Le parcours de cette scientifique mauricienne âgée de 45 ans, mariée et mère d’un fils, inspire autant qu’il fascine. À l’occasion de la Journée internationale des droits des femmes 2025, Le Dimanche/L’Hebdo est allé à sa rencontre. 

Sa passion ? Valoriser ses recherches au service de la communauté dans les domaines des biopharmaceutiques, nutraceutiques et aliments fonctionnels, avec un accent particulier sur la prévention des maladies telles que le diabète et le cancer. En parallèle, elle s’investit dans la formation des jeunes chercheurs, notamment les doctorants et post-doctorants, créant ainsi un environnement propice à l’innovation scientifique.

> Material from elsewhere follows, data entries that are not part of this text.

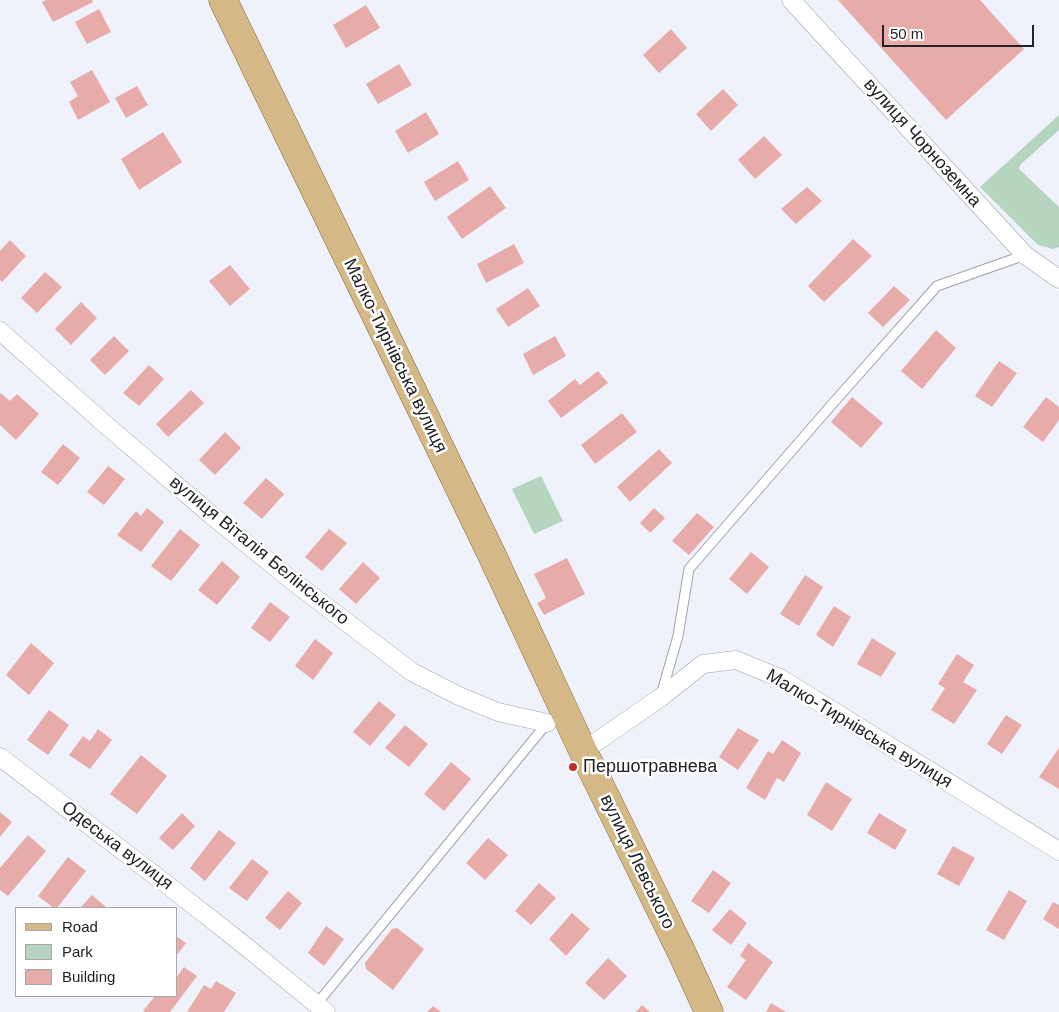 <!DOCTYPE html>
<meta charset="utf-8">
<style>
body{margin:0}
#map{position:relative;width:1059px;height:1012px;overflow:hidden;background:#eff2fb;font-family:Arial,sans-serif}
canvas{display:block}
.legend{position:absolute;left:15px;top:907px;width:162px;height:90px;box-sizing:border-box;background:#fff;border:1px solid #a7a7a8;margin:0;padding:6px 9px;list-style:none;font-size:15px;color:#222326}
.legend li{display:flex;align-items:center;gap:10px;height:25px}
.legend b{width:25px;border:1px solid #a7a7a8}
.scale{position:absolute;left:882px;top:25px;width:152px;height:22px;box-sizing:border-box;border:2px solid #222326;border-top:0;padding-left:6px;font-size:15px;line-height:18px;white-space:nowrap;color:#222326;-webkit-text-stroke:4px #fff;paint-order:stroke}
</style>
<div id="map">
<canvas width="1059" height="1012"></canvas>
<ul class="legend">
<li><b style="height:6px;background:#d4b987"></b>Road</li>
<li><b style="height:14px;background:#b5d5bf"></b>Park</li>
<li><b style="height:14px;background:#e7abaa"></b>Building</li>
</ul>
<div class="scale">50 m</div>
</div>
<script>
const g = document.querySelector('canvas').getContext('2d');
g.lineJoin = 'round';
function paint(path, color) {
  g.fillStyle = color;
  g.fill(path, 'evenodd');
}
function trace(path, color, width, dash) {
  g.strokeStyle = color;
  g.lineWidth = width;
  g.lineCap = dash ? 'butt' : 'round';
  g.setLineDash(dash || []);
  g.stroke(path);
}
function label(font, color, halo, rows, align = 'center') {
  g.font = font + ' Arial,sans-serif';
  g.lineWidth = 5;
  g.setLineDash([]);
  g.textBaseline = 'middle';
  g.strokeStyle = halo;
  g.fillStyle = color;
  for (const [text, x, y, turn = 0] of rows) {
    g.save();
    g.translate(x, y);
    g.rotate((+turn || 0) * Math.PI / 180);
    g.textAlign = isNaN(turn) ? turn : align;
    if (halo) g.strokeText(text, 0, 0);
    g.fillText(text, 0, 0);
    g.restore();
  }
}
paint(new Path2D(`
 M1059 115V130L1020 165 1019 169 1059 207V247L1053 249 1038 245 980 187Z
 M541 476 563 521 534 534 512 489Z`), '#b5d5bf');
paint(new Path2D(`
 M46 0H92L93 2 53 22 42 2Z
 M838 0H980L1024 49 946 120Z
 M366 5 380 28 346 48 333 25Z
 M99 9 111 32 87 44 75 22Z
 M671 29 687 48 659 73 643 55Z
 M399 64 412 85 378 104 366 84Z
 M92 70 110 102 78 120 69 102 78 96 70 82Z
 M137 86 148 105 126 118 115 98Z
 M723 89 738 105 711 131 696 114Z
 M426 112 439 134 408 153 395 131Z
 M163 132 182 162 139 190 121 159Z
 M764 136 782 155 755 179 738 160Z
 M458 161 469 180 435 201 424 182Z
 M490 186 506 208 462 239 447 217Z
 M807 187 822 201 796 224 781 209Z
 M853 239 872 256 824 302 808 286Z
 M10 240 26 256 2 282 0 280V251Z
 M514 244 524 263 486 283 477 264Z
 M230 265 250 289 230 306 209 281Z
 M45 272 62 287 37 313 21 298Z
 M894 286 910 300 883 327 868 313Z
 M528 288 540 306 508 327 496 309Z
 M81 302 97 318 71 345 55 329Z
 M936 330 956 348 922 389 901 371Z
 M114 336 129 351 105 375 90 360Z
 M555 336 566 356 533 375 523 354Z
 M999 361 1017 373 992 407 975 396Z
 M149 365 164 379 139 406 123 393Z
 M598 371 608 383 561 418 548 401 575 379 580 385Z
 M191 390 204 403 168 437 156 424Z
 M1 393 10 401 17 394 39 414 16 440 0 425V394Z
 M852 397 883 423 861 448 831 422Z
 M1046 397 1059 407V420L1043 442 1023 427Z
 M622 413 637 432 595 464 581 445Z
 M225 432 241 448 215 475 199 460Z
 M63 444 80 458 58 485 41 472Z
 M659 449 672 463 630 502 617 487Z
 M108 466 125 479 104 505 87 492Z
 M266 478 284 494 262 519 243 503Z
 M147 508 164 522 141 552 117 535 136 511 141 516Z
 M654 508 665 518 650 533 640 523Z
 M697 513 714 527 689 555 672 541Z
 M180 529 200 545 171 581 151 566Z
 M329 529 347 543 322 571 305 557Z
 M751 552 769 567 747 594 729 579Z
 M567 558 585 594 544 615 537 603 546 598 534 574Z
 M222 561 240 577 217 605 198 590Z
 M363 562 380 578 356 604 339 589Z
 M805 575 823 587 799 626 780 614Z
 M270 602 290 617 270 642 251 628Z
 M834 606 851 617 833 647 816 635Z
 M872 638 896 653 881 677 857 664Z
 M315 639 333 653 313 680 295 666Z
 M31 643 54 663 29 695 6 675Z
 M957 654 974 665 963 682 977 690 954 724 931 710 945 688 938 684Z
 M379 701 396 715 370 746 353 732Z
 M49 710 69 725 48 755 27 740Z
 M1006 715 1022 725 1002 754 987 744Z
 M405 725 428 744 409 767 385 748Z
 M738 728 759 740 738 770 719 757Z
 M98 729 112 740 90 769 69 755 83 736 90 741Z
 M782 740 801 753 784 782 777 778 765 800 746 788 768 751 773 754Z
 M1059 748V789L1039 777Z
 M141 755 167 776 137 814 110 794Z
 M451 762 471 779 444 811 424 794Z
 M826 782 852 799 832 831 807 815Z
 M0 812 12 822 0 837Z
 M182 813 195 826 173 850 159 838Z
 M879 813 907 830 895 850 867 833Z
 M219 830 236 843 205 881 190 868Z
 M28 835 46 851 8 896 0 890V868Z
 M488 838 508 855 485 880 466 863Z
 M953 846 975 858 959 886 937 874Z
 M68 857 86 871 57 908H54L38 896Z
 M252 859 269 872 247 901 229 888Z
 M713 870 731 883 709 913 691 901Z
 M539 883 556 898 531 925 515 911Z
 M1009 890 1027 901 1004 940 986 930Z
 M288 891 302 903 280 930 265 918Z
 M92 895 107 908H80Z
 M1053 902 1059 905V929L1043 919Z
 M730 909 747 923 731 945 712 930Z
 M572 913 590 929 566 956 549 939Z
 M326 926 344 939 324 966 308 953Z
 M397 928 424 949 393 990 366 969 365 963 392 929Z
 M176 936 186 943 176 956Z
 M748 943 773 962 746 1000 727 987 746 960 740 956Z
 M608 958 627 976 604 1000 585 983Z
 M184 967 197 976 170 1012H145L143 1011 155 996H176V978Z
 M216 981 236 993 224 1012H187L204 985 211 989Z
 M771 1003 786 1012H766Z
 M642 1005 650 1012H636Z
 M433 1006 441 1012H427Z`), '#e7abaa');
const service = new Path2D(`
 M661 695 678 636 689 569 834 402 937 286 1025 255
 M315 1006 548 722`);
const minor = new Path2D(`
 M791 0 1025 255 1059 279
 M0 331 106 425 210 514 290 579 412 672 459 696 498 712 547 723
 M583 751 660 698 703 664 736 660 780 678 1059 851
 M0 757 170 887 239 941 326 1012`);
const primary = new Path2D(`
 M223 0 490 551 583 751 681 951 709 1012`);
trace(service, '#9fa3aa', 11);
trace(minor, '#9fa3aa', 19);
trace(primary, '#846731', 29);
trace(service, '#fff', 9);
trace(minor, '#fff', 18);
trace(primary, '#d4b987', 28);
for (const [x, y, r, color] of [
 [573,767,5,"#bc2d2c"]
]) {
  const dot = new Path2D();
  dot.arc(x, y, r, 0, 2 * Math.PI);
  g.fillStyle = color;
  g.fill(dot);
  trace(dot, '#fff', 2);
}
label('18px', '#222326', '#fff', [
 ["вулиця Чорноземна",922,143,48],
 ["Малко-Тирнівська вулиця",395,356,64],
 ["вулиця Віталія Белінського",259,551,39],
 ["Малко-Тирнівська вулиця",859,729,31],
 ["Одеська вулиця",117,846,37],
 ["вулиця Левського",637,862,64]
]);
label('18px', '#222326', '#fff', [
 ["Першотравнева",583,767]
], 'left');
</script> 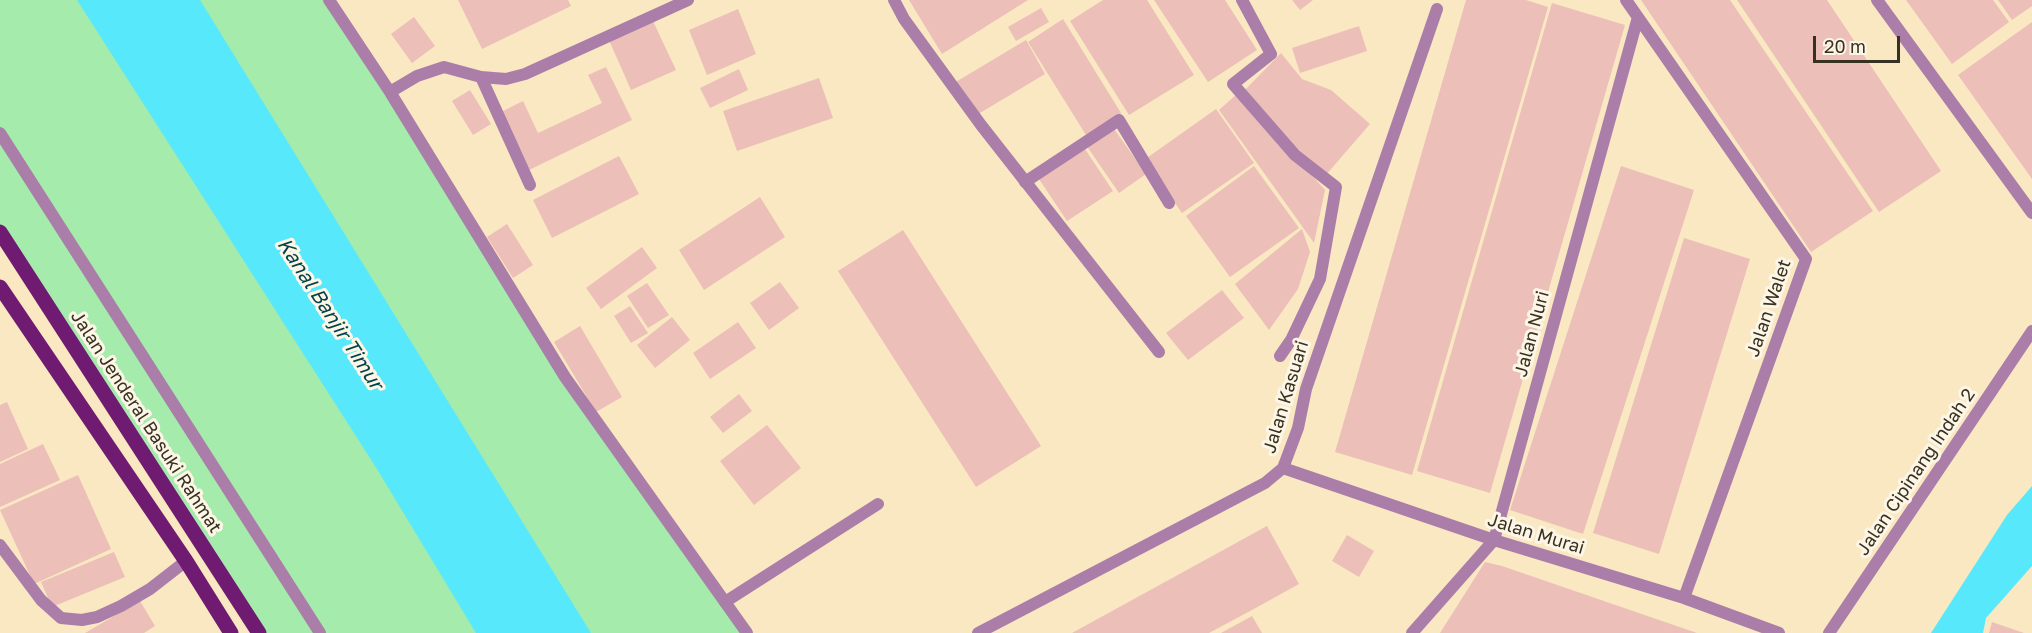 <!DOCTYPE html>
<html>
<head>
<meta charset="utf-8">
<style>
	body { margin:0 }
	#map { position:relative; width:2032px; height:633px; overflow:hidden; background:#f9e8c2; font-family:"Golos Text",sans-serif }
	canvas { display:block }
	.scale { position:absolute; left:1813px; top:36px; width:87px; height:27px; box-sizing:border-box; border:3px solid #373122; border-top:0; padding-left:8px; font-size:18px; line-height:21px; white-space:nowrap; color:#373122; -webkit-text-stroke:4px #fdf6e7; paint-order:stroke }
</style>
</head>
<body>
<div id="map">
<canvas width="2032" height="633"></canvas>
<div class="scale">20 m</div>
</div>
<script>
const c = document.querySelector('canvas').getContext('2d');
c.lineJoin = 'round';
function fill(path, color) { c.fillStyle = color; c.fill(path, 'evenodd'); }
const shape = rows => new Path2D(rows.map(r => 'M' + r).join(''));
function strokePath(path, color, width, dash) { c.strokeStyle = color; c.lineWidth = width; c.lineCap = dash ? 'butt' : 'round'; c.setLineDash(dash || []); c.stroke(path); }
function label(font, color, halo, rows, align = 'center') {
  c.font = font + ' "Golos Text",sans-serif'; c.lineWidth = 6; c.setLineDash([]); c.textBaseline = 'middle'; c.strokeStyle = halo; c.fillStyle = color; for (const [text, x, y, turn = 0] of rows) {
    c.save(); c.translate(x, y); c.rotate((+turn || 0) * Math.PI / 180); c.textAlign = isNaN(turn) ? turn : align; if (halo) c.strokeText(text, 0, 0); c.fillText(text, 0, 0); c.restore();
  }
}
const green = shape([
	[0,0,325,0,565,377,747,633,259,633,0,232]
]);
const water = shape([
	[77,0,200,0,591,633,476,633,377,469],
	[2032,486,2032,566,1986,618,1983,633,1931,633,2007,515]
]);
const building = shape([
	[458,0,568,0,571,6,482,49],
	[909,0,1028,0,942,54],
	[1103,0,1147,0,1194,75,1129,115,1070,21],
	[1154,0,1225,0,1257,50,1208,82],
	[1292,0,1313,0,1300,10],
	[1466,0,1526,0,1548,7,1412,475,1335,452],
	[1641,0,1730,0,1873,211,1811,252],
	[1737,0,1827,0,1941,171,1879,212],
	[1906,0,1993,0,2009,22,1952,64],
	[1998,0,2032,0,2032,6,2012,20],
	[1552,3,1625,25,1490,493,1417,471],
	[1041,8,1049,22,1016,41,1008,27],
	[738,9,756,54,707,75,689,30],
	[414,17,435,46,412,63,391,34],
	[652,19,676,70,631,90,608,38],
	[1063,19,1121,113,1086,135,1028,42],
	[2032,22,2032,179,1958,75],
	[1359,26,1367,51,1300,73,1292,48],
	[1026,40,1045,74,975,116,954,83],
	[1281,53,1302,79,1331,90,1370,124,1325,176,1286,143,1243,92],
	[606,67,632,120,529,170,501,112,523,101,538,133,602,103,588,75],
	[739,69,748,90,710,108,700,88],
	[819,78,833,118,737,151,723,111],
	[470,90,491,124,473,135,452,101],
	[1238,93,1325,190,1314,243,1219,110],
	[1216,109,1254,163,1182,213,1144,160],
	[1112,126,1146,174,1119,193,1086,145],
	[1083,146,1113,191,1067,221,1037,176],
	[619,156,639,194,552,238,533,200],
	[1254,166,1299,228,1230,277,1186,216],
	[1621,166,1694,190,1583,534,1510,510],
	[760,197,785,237,704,290,679,250],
	[507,224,533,265,513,278,487,237],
	[1302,229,1310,252,1298,289,1269,330,1235,284],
	[903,230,1041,446,976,487,838,271],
	[1684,238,1750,259,1659,554,1593,533],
	[642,247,657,268,601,309,586,288],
	[780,282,799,308,769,330,750,303],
	[647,283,669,315,648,328,627,296],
	[1222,290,1244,318,1188,360,1166,333],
	[630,306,648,333,631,343,614,316],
	[672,317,690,340,655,368,637,345],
	[738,322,756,348,710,379,693,353],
	[580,326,622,397,596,412,554,342],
	[739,394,752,411,723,433,710,417],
	[7,402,28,449,0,462,0,405],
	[767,425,801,468,754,505,720,461],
	[43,444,60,480,0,507,0,464],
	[78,475,111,549,34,584,0,510],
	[1267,526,1299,584,1252,610,1209,633,1072,633],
	[1347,535,1374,551,1359,577,1332,561],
	[114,552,125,577,52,607,41,582],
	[1485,562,1502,566,1697,633,1440,633],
	[140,601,155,626,144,633,85,633],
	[1252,616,1262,633,1221,633],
	[1992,622,2024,633,1989,633]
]);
const service = shape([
	[1242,0,1271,54,1233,84,1295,155,1336,187,1320,279,1291,340,1280,356],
	[481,77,530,185],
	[1025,182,1119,120,1169,203],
	[725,602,878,504]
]);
const pedestrian = shape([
	[0,133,320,633]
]);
const minor = shape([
	[329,0,390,92,565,377,747,633],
	[894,0,904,19,981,125,1159,352],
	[1626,0,1806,259,1684,598],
	[1877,0,2032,213],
	[390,92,417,76,444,67,481,77,506,79,525,74,688,0],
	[1283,468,1494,540,1684,598,1779,633],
	[0,545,41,600,61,618,82,620,97,617,121,606,150,589,186,561],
	[978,633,1265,483,1283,468,1298,428,1306,389,1437,9],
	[1412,633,1494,540,1638,17],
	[1829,633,2032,331]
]);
const primary = shape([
	[0,232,259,633],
	[0,287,186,561,231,633]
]);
const streetNames = [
	["Jalan Walet",1769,308,-71],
	["Jalan Nuri",1532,334,-75],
	["Jalan Kasuari",1286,397,-73],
	["Jalan Jenderal Basuki Rahmat",146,422,57],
	["Jalan Cipinang Indah 2",1916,472,-56],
	["Jalan Murai",1536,534,17]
];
const waterNames = [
	["Kanal Banjir Timur",330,314,57]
];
fill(green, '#a4ebac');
fill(water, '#58e8fb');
fill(building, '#ecbfb9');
strokePath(service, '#ab7eaa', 12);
strokePath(pedestrian, '#ab7eaa', 12);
strokePath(minor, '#ab7eaa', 12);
strokePath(primary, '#701b72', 15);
label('18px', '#373122', '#fdf6e7', streetNames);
label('italic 20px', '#00434b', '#fdf6e7', waterNames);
</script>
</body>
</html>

Ce qui a profondément marqué son parcours est une découverte aussi simple que révolutionnaire : les ressources naturelles de l’île Maurice possèdent un réel potentiel dans la prévention des maladies. « Mes recherches ont confirmé que des plantes endémiques de Maurice ainsi que les ressources indigènes recèlent des propriétés pharmacologiques prometteuses, ouvrant la voie à de nouvelles approches en nutraceutique et médecine préventive », souligne le Dr Vidushi Neergheen.

Comment décrirait-elle son métier en une phrase qui intrigue et donne envie ? Elle dirait qu’elle « transforme des ressources naturelles indigènes et endémiques en solutions innovantes pour prévenir des maladies majeures et améliorer la santé humaine ».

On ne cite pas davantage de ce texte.